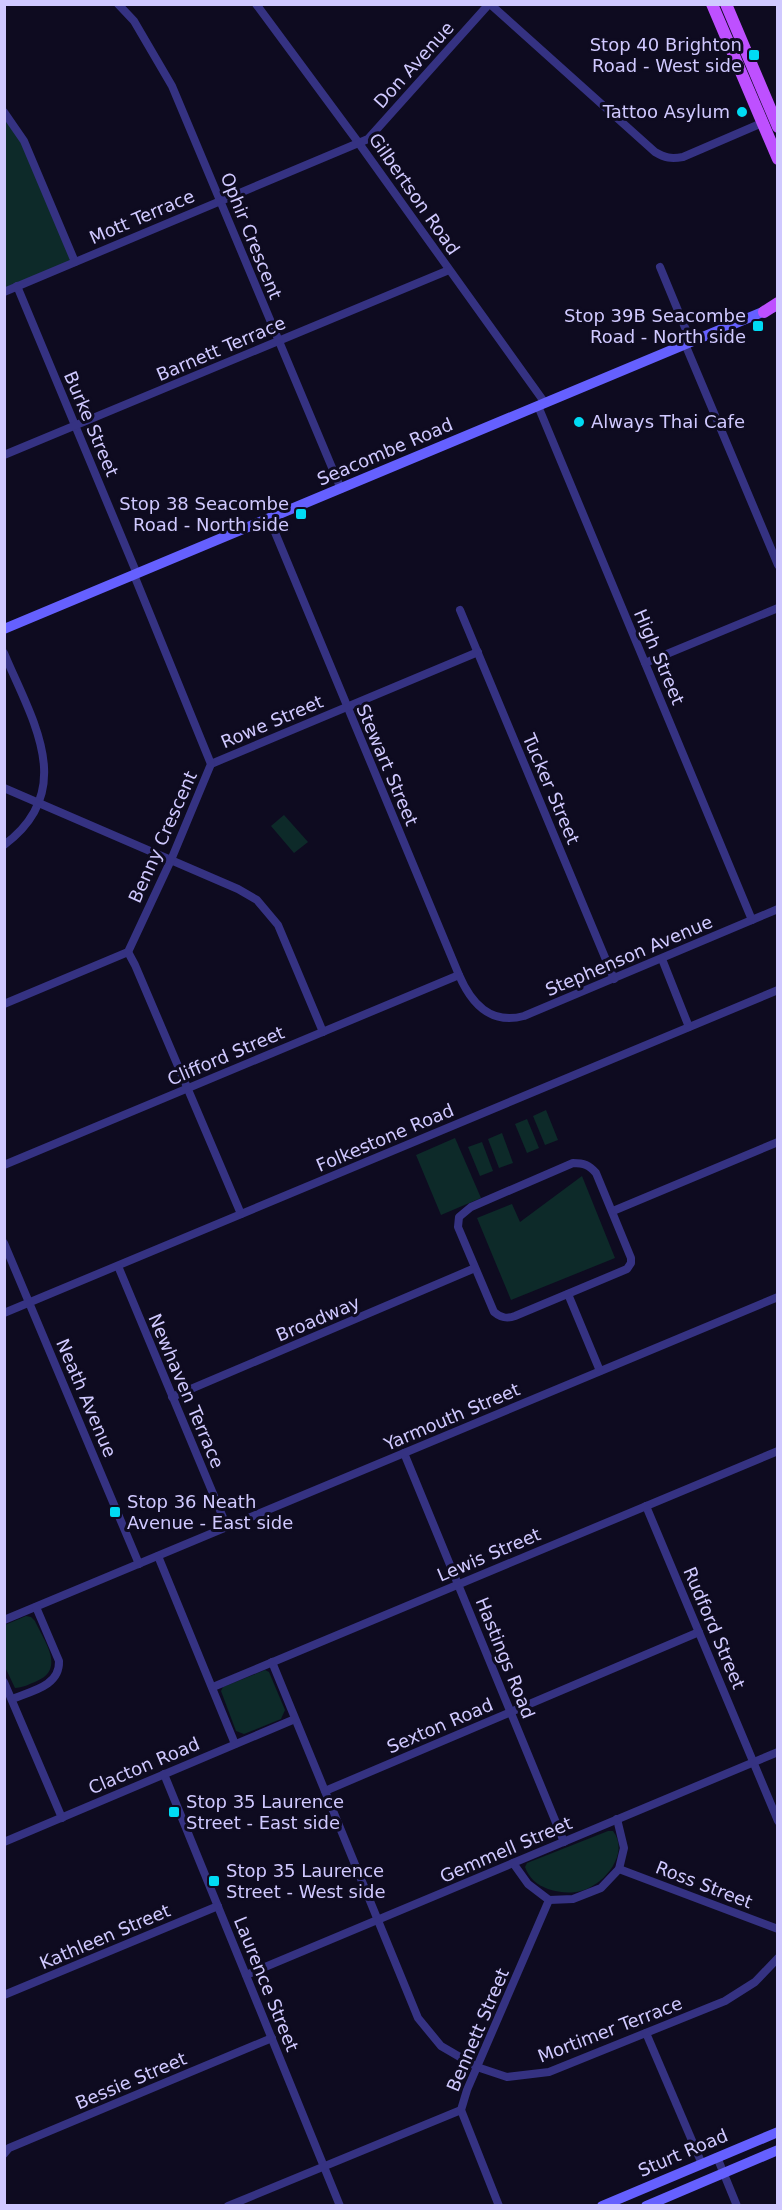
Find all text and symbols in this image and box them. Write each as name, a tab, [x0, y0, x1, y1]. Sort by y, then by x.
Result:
street label: Don Avenue	[369, 17, 458, 112]
place label: Stop 40 Brighton Road - West side	[590, 34, 742, 76]
marker: Stop 40 Brighton Road - West side	[747, 48, 761, 62]
place label: Tattoo Asylum	[602, 101, 730, 122]
marker: Tattoo Asylum	[735, 105, 749, 119]
street label: Gilbertson Road	[365, 129, 464, 259]
street label: Ophir Crescent	[217, 169, 286, 302]
street label: Mott Terrace	[86, 185, 197, 248]
place label: Stop 39B Seacombe Road - North side	[564, 305, 746, 347]
street label: Barnett Terrace	[153, 312, 289, 385]
marker: Stop 39B Seacombe Road - North side	[751, 319, 765, 333]
street label: Burke Street	[60, 368, 123, 480]
place label: Always Thai Cafe	[591, 411, 745, 432]
street label: Seacombe Road	[314, 413, 456, 490]
marker: Always Thai Cafe	[572, 415, 586, 429]
place label: Stop 38 Seacombe Road - North side	[119, 493, 289, 535]
marker: Stop 38 Seacombe Road - North side	[294, 507, 308, 521]
street label: High Street	[630, 606, 689, 708]
street label: Rowe Street	[218, 691, 326, 752]
street label: Stewart Street	[352, 701, 423, 829]
street label: Tucker Street	[518, 729, 584, 847]
street label: Benny Crescent	[124, 768, 201, 906]
street label: Stephenson Avenue	[542, 911, 715, 1000]
street label: Clifford Street	[164, 1021, 287, 1090]
street label: Folkestone Road	[313, 1099, 457, 1176]
street label: Broadway	[273, 1291, 363, 1346]
street label: Newhaven Terrace	[144, 1310, 229, 1471]
street label: Neath Avenue	[52, 1335, 121, 1460]
street label: Yarmouth Street	[380, 1378, 523, 1455]
place label: Stop 36 Neath Avenue - East side	[127, 1491, 293, 1533]
marker: Stop 36 Neath Avenue - East side	[108, 1505, 122, 1519]
street label: Lewis Street	[434, 1523, 544, 1586]
street label: Rudford Street	[679, 1563, 750, 1692]
street label: Hastings Road	[472, 1594, 539, 1722]
street label: Sexton Road	[384, 1694, 496, 1757]
street label: Clacton Road	[85, 1733, 203, 1798]
place label: Stop 35 Laurence Street - East side	[186, 1791, 344, 1833]
marker: Stop 35 Laurence Street - East side	[167, 1805, 181, 1819]
street label: Gemmell Street	[437, 1812, 575, 1887]
street label: Ross Street	[653, 1856, 756, 1913]
place label: Stop 35 Laurence Street - West side	[226, 1860, 386, 1902]
marker: Stop 35 Laurence Street - West side	[207, 1874, 221, 1888]
street label: Kathleen Street	[36, 1900, 173, 1974]
street label: Laurence Street	[230, 1913, 303, 2054]
street label: Bennett Street	[442, 1965, 513, 2095]
street label: Mortimer Terrace	[535, 1992, 685, 2067]
street label: Bessie Street	[72, 2048, 190, 2113]
street label: Sturt Road	[635, 2124, 731, 2181]

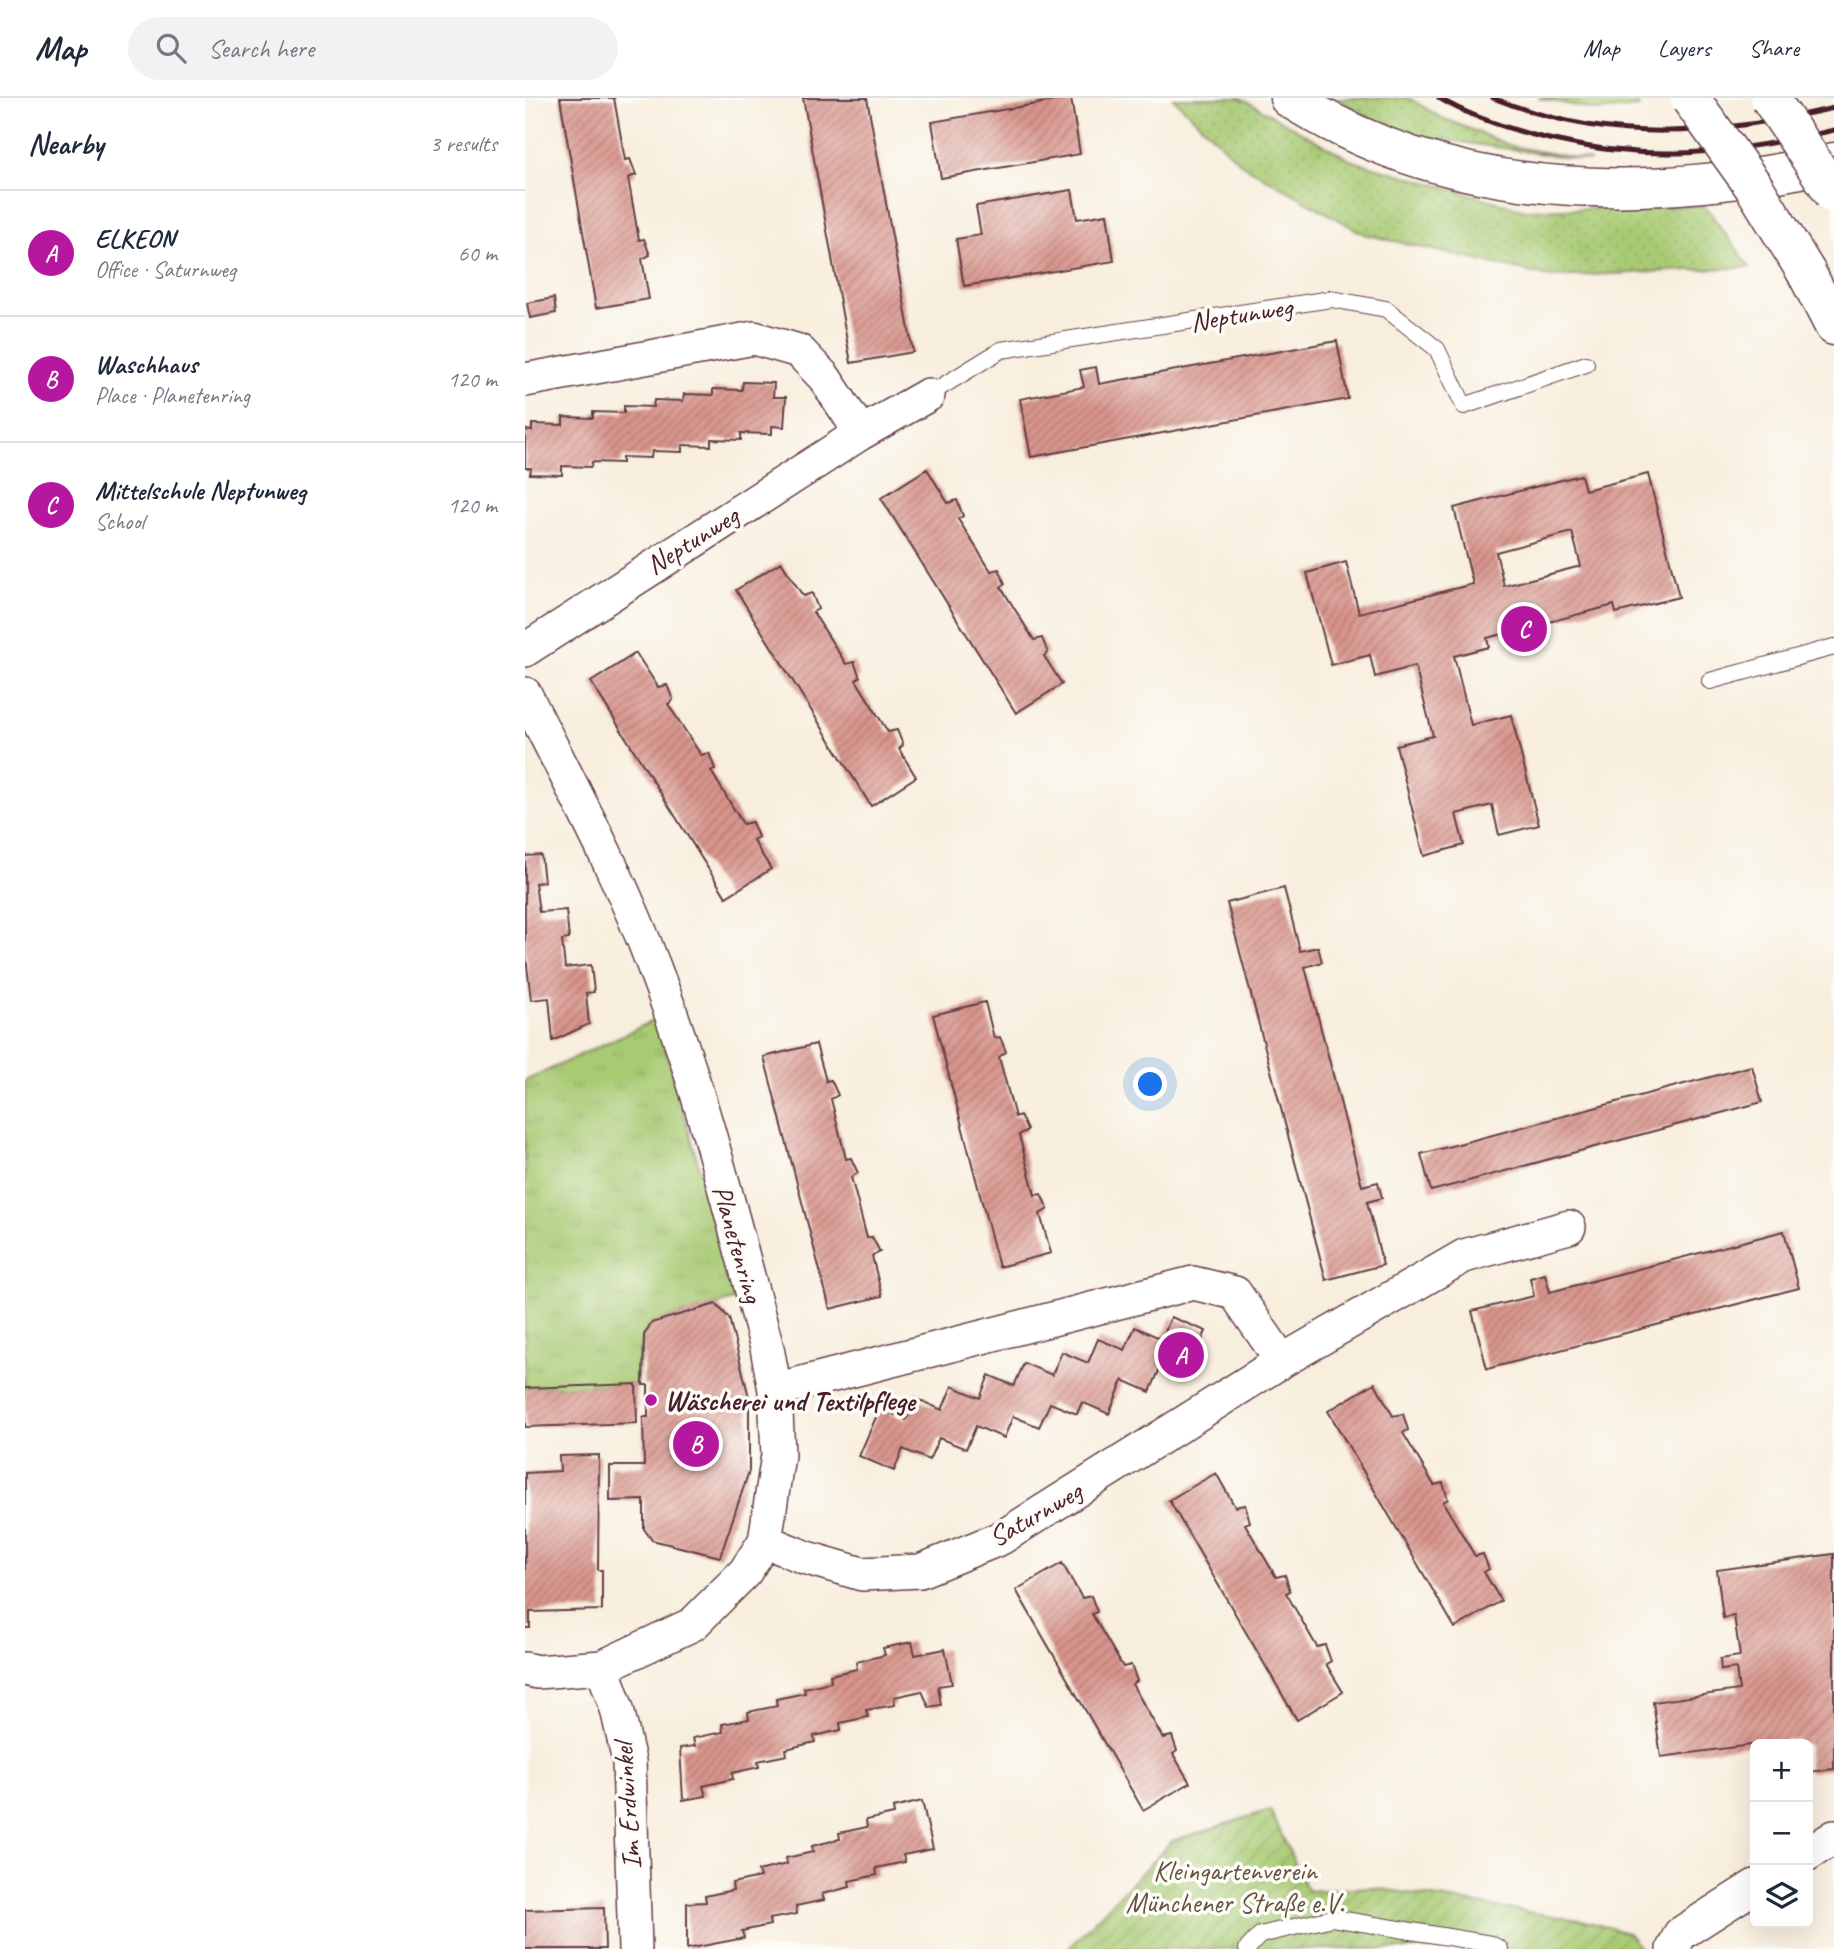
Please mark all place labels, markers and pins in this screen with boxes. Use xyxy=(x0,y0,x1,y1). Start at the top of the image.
pin: C xyxy=(1501,603,1547,655)
pin: A xyxy=(1158,1329,1204,1381)
place label: Wäscherei und Textilpflege xyxy=(665,1383,917,1418)
marker: Wäscherei und Textilpflege xyxy=(643,1392,659,1408)
pin: B xyxy=(673,1418,719,1470)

→ **PROBLEM TO SOLVE**
A verbatim copy of every entry is wanted; the pictures stay out of it.

→ **EXPECTED ANSWER**
Find all text and symbols in this image and box them. Write each as name, a tab, [x0, y0, x1, y1]. Sort by y, then by x.
Result:
street label: Don Avenue	[369, 17, 458, 112]
place label: Stop 40 Brighton Road - West side	[590, 34, 742, 76]
marker: Stop 40 Brighton Road - West side	[747, 48, 761, 62]
place label: Tattoo Asylum	[602, 101, 730, 122]
marker: Tattoo Asylum	[735, 105, 749, 119]
street label: Gilbertson Road	[365, 129, 464, 259]
street label: Ophir Crescent	[217, 169, 286, 302]
street label: Mott Terrace	[86, 185, 197, 248]
place label: Stop 39B Seacombe Road - North side	[564, 305, 746, 347]
street label: Barnett Terrace	[153, 312, 289, 385]
marker: Stop 39B Seacombe Road - North side	[751, 319, 765, 333]
street label: Burke Street	[60, 368, 123, 480]
place label: Always Thai Cafe	[591, 411, 745, 432]
street label: Seacombe Road	[314, 413, 456, 490]
marker: Always Thai Cafe	[572, 415, 586, 429]
place label: Stop 38 Seacombe Road - North side	[119, 493, 289, 535]
marker: Stop 38 Seacombe Road - North side	[294, 507, 308, 521]
street label: High Street	[630, 606, 689, 708]
street label: Rowe Street	[218, 691, 326, 752]
street label: Stewart Street	[352, 701, 423, 829]
street label: Tucker Street	[518, 729, 584, 847]
street label: Benny Crescent	[124, 768, 201, 906]
street label: Stephenson Avenue	[542, 911, 715, 1000]
street label: Clifford Street	[164, 1021, 287, 1090]
street label: Folkestone Road	[313, 1099, 457, 1176]
street label: Broadway	[273, 1291, 363, 1346]
street label: Newhaven Terrace	[144, 1310, 229, 1471]
street label: Neath Avenue	[52, 1335, 121, 1460]
street label: Yarmouth Street	[380, 1378, 523, 1455]
place label: Stop 36 Neath Avenue - East side	[127, 1491, 293, 1533]
marker: Stop 36 Neath Avenue - East side	[108, 1505, 122, 1519]
street label: Lewis Street	[434, 1523, 544, 1586]
street label: Rudford Street	[679, 1563, 750, 1692]
street label: Hastings Road	[472, 1594, 539, 1722]
street label: Sexton Road	[384, 1694, 496, 1757]
street label: Clacton Road	[85, 1733, 203, 1798]
place label: Stop 35 Laurence Street - East side	[186, 1791, 344, 1833]
marker: Stop 35 Laurence Street - East side	[167, 1805, 181, 1819]
street label: Gemmell Street	[437, 1812, 575, 1887]
street label: Ross Street	[653, 1856, 756, 1913]
place label: Stop 35 Laurence Street - West side	[226, 1860, 386, 1902]
marker: Stop 35 Laurence Street - West side	[207, 1874, 221, 1888]
street label: Kathleen Street	[36, 1900, 173, 1974]
street label: Laurence Street	[230, 1913, 303, 2054]
street label: Bennett Street	[442, 1965, 513, 2095]
street label: Mortimer Terrace	[535, 1992, 685, 2067]
street label: Bessie Street	[72, 2048, 190, 2113]
street label: Sturt Road	[635, 2124, 731, 2181]

Please mark all place labels, markers and pins in this screen with boxes. Use xyxy=(x0,y0,x1,y1). Start at the top of the image.
pin: C xyxy=(1501,603,1547,655)
pin: A xyxy=(1158,1329,1204,1381)
place label: Wäscherei und Textilpflege xyxy=(665,1383,917,1418)
marker: Wäscherei und Textilpflege xyxy=(643,1392,659,1408)
pin: B xyxy=(673,1418,719,1470)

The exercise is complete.